Our focus in this penultimate module of our Facilities Management course has been on your role in controlling and reducing costs in the business that you work in.We began the module by explaining the universal importance of cost control and gave you some good starting points regarding how to look for opportunities to save costs in your business. We then went on to list, in some detail, some of the more usual and tried and tested approaches that businesses use to reduce their overheads, recognising that the type and needs of your own business will determine your decisions regarding what sort of cost control activity to take, as one size does not fit all.

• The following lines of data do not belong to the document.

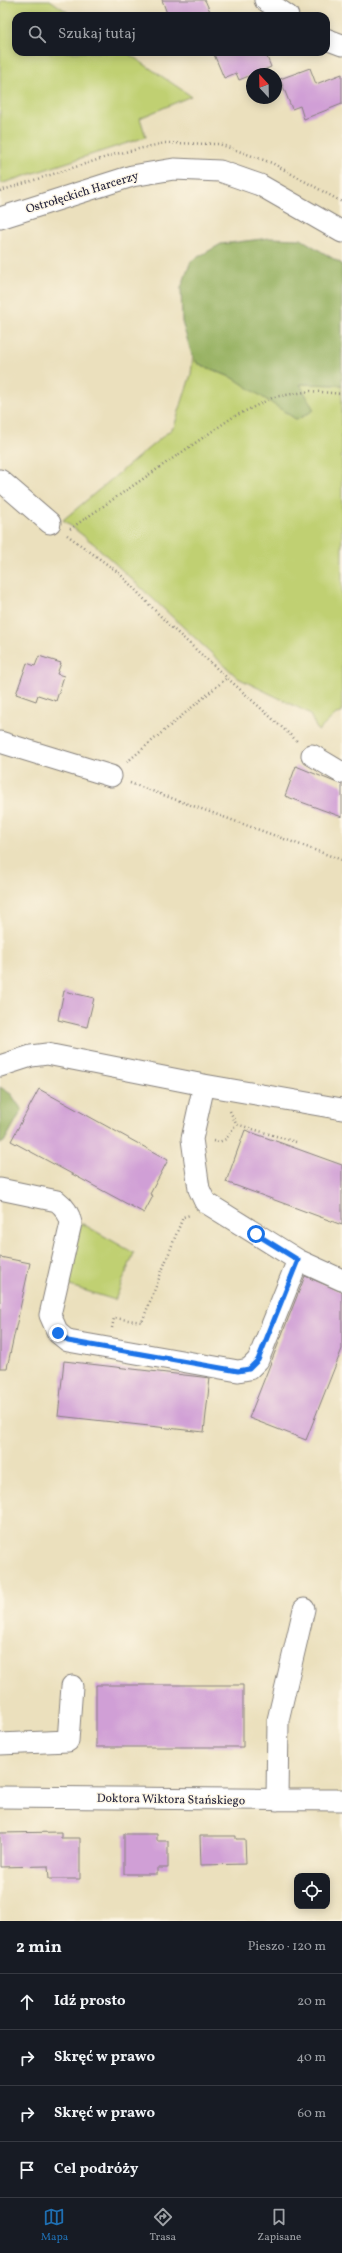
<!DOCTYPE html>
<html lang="pl">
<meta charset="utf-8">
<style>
:root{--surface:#171b24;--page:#20242c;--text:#f1f3f6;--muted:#9ea1a6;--line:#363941;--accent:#1f6fb2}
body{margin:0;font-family:Vollkorn,serif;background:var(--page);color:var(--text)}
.controls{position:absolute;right:12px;bottom:12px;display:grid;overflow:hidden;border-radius:8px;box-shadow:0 2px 10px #0003}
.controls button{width:36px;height:36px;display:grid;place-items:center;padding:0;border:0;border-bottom:1px solid var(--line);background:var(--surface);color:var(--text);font:20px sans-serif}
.compass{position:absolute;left:246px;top:68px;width:36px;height:36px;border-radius:50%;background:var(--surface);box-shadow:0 2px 10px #0003;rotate:338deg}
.stop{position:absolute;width:12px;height:12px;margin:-9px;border:3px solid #1a73e8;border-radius:50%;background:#fff}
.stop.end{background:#1a73e8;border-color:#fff;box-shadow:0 1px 4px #0008}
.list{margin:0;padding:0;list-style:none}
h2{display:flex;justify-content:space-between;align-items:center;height:52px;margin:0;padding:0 16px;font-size:17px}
h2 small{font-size:13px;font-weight:400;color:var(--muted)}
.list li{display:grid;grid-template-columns:26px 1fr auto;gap:12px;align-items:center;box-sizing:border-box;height:56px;padding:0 16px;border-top:1px solid var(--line)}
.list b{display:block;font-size:15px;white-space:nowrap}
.list em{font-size:13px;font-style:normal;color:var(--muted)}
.icon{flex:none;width:22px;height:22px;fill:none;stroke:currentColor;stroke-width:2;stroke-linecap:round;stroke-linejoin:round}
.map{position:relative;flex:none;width:342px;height:1921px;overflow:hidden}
.search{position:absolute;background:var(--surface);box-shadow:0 2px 10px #0003;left:12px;right:12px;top:12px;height:44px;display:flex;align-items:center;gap:10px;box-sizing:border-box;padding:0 14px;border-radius:12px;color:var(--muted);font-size:15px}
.sheet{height:276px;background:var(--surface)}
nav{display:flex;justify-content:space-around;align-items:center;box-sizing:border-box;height:56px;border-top:1px solid var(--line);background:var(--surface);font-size:11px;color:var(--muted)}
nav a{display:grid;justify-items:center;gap:2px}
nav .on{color:var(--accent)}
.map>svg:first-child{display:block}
.green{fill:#c0d072;stroke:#717956}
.forest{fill:#98b264;stroke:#5d6a50}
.building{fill:#d09fd6}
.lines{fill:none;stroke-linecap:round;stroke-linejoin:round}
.minor-casing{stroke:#86817c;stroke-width:23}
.path{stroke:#86817c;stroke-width:2.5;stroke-dasharray:1 3;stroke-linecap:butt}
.minor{stroke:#fff;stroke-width:21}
.route{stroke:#1a73e8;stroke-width:5}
.labels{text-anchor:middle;stroke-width:3;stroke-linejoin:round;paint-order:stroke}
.street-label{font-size:12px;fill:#22223b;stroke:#fcf5e5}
</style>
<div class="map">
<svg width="342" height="1921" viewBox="0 0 342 1921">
<rect width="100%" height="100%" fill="#fcf5e5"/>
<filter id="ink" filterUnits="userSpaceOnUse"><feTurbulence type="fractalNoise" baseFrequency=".025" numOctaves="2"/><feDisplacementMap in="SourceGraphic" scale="8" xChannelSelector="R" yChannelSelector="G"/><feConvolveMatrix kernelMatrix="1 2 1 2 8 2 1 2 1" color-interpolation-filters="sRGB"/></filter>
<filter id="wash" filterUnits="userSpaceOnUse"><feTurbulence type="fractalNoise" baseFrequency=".012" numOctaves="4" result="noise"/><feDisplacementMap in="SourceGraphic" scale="16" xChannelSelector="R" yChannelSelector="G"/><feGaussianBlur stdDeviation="0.9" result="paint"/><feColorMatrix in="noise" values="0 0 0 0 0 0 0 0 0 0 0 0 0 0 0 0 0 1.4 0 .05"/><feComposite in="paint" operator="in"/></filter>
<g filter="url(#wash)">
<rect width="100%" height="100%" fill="#ebe0bd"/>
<path class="green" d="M 4,0 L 50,0 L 73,16 L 16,16 L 16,52 L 126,52 L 191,96 L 140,118 L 146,137 L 0,184 L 0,2 Z
M 193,355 L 197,363 L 235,379 L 260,394 L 300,384 L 342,385 L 342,713 L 336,714 L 318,731 L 309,713 L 238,678 L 94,544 L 63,520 L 174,427 L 191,374 Z
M 81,1223 L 134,1253 L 115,1300 L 67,1285 Z"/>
<path class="forest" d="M 270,238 L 301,239 L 342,264 L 342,385 L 300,384 L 314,410 L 297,420 L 235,379 L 197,363 L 191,352 L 182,322 L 181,288 L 191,261 L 221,244 Z
M 0,1087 L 11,1094 L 22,1110 L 4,1142 L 0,1144 Z"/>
<g id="blocks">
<path class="building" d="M 162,0 L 205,0 L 212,16 L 168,16 Z
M 213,52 L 265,52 L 271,67 L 239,80 L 236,73 L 224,78 Z
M 310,68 L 316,84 L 342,74 L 342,104 L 304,119 L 300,106 L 292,109 L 280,79 Z
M 39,656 L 61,663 L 57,674 L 64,676 L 56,701 L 38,695 L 36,701 L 16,694 L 27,663 L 35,666 Z
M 296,766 L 342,785 L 342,817 L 285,796 Z
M 64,991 L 94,998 L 87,1027 L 58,1020 Z
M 39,1089 L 168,1160 L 150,1194 L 153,1196 L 144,1213 L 11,1141 Z
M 245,1130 L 342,1165 L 342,1225 L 226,1182 Z
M 0,1257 L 30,1263 L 7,1368 L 0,1368 Z
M 305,1276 L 342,1292 L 342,1349 L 306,1440 L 249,1418 Z
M 64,1361 L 210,1378 L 204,1432 L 58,1416 Z
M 96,1685 L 243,1685 L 243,1747 L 96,1747 Z
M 61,1832 L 61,1838 L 80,1838 L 80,1879 L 49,1879 L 48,1866 L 0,1867 L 0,1833 Z
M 124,1834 L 157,1834 L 157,1841 L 168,1841 L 168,1868 L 157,1868 L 157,1874 L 124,1874 Z
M 200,1836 L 236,1836 L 236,1839 L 245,1839 L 246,1864 L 201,1865 Z"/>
</g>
</g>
<g filter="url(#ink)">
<use href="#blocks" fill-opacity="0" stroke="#86817c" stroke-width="1"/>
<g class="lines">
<g class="minor-casing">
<path id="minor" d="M 265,0 L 288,16
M 326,39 L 342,45
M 0,218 L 132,176 L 174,169 L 220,171 L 260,185 L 342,232
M 0,480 L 50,523
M 0,742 L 111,776
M 312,755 L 342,773
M 0,1066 L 31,1056 L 47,1054 L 204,1085 L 342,1109
M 204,1085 L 192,1139 L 199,1189 L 205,1202 L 298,1260 L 342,1280
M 0,1189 L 57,1201 C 65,1207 69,1213 71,1223 L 50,1315 L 58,1333 L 68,1341 L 238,1371 L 249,1369 L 258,1360 L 298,1260
M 0,1744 L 68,1741 L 72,1686
M 0,1797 L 342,1800
M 277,1800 L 278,1720 L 304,1609"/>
</g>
<path class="path" d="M 0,191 L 116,154 L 165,143 L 219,144 L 272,163 L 342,202
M 70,529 L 233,417 L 274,397 L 311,391 L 342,394
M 67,535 L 119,573 L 171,627 L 297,741
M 127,762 L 228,677
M 130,783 L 342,860
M 230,1111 L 236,1124 L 296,1142
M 213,1141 L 219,1142 L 226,1139 L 236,1124
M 112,1328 L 114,1318 L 142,1322 L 183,1217 L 190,1215"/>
<use href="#minor" class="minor"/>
</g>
</g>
<g class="lines" filter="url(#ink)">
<path class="route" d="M 58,1333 L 68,1341 L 238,1371 L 249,1369 L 258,1360 L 298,1260 L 256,1234"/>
</g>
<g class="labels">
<g class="street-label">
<text transform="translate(82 192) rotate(-17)" y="4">Ostrołęckich Harcerzy</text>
<text transform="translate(171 1799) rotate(1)" y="4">Doktora Wiktora Stańskiego</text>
</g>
</g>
</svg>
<div class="controls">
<button><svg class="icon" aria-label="locate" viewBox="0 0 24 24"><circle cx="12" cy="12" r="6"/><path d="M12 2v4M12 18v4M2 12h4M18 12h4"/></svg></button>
</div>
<svg class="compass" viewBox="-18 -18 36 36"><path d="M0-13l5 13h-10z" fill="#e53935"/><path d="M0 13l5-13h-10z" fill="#9ea1a6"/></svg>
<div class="stop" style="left:256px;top:1234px"></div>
<div class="stop end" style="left:58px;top:1333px"></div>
<div class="search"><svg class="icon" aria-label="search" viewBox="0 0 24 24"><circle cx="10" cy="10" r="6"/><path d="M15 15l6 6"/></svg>Szukaj tutaj</div>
</div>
<section class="sheet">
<h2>2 min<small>Pieszo · 120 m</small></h2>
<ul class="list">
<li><svg class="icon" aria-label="ahead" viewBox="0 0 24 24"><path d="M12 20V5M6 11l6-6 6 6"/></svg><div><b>Idź prosto</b></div><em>20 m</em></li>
<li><svg class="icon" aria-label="right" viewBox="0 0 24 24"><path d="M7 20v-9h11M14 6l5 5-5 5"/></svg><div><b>Skręć w prawo</b></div><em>40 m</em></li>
<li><svg class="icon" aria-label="right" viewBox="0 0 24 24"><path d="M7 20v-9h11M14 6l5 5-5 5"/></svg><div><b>Skręć w prawo</b></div><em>60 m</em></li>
<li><svg class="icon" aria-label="arrive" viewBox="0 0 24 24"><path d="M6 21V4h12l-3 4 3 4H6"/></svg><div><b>Cel podróży</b></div></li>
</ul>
</section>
<nav>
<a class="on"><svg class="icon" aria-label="map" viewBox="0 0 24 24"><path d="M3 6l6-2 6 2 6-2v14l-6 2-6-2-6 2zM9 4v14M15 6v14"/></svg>Mapa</a>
<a><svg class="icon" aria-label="directions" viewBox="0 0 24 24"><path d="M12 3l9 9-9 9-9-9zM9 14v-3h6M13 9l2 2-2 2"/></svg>Trasa</a>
<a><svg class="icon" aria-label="saved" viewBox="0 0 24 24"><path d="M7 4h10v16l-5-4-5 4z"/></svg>Zapisane</a>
</nav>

We then continued to take a closer look at some of the financial documents that you may be exposed to in your role as a Facilities Manager, these being budgets, balance sheets and asset registers - and how to draw them up. Finally, we undertook a review of business continuity planning and the advantages that this can offer your organisation. We covered the basic steps of drawing up contingency plans and also considered a brief case study of how the SARS epidemic affected businesses in China and Hong Kong.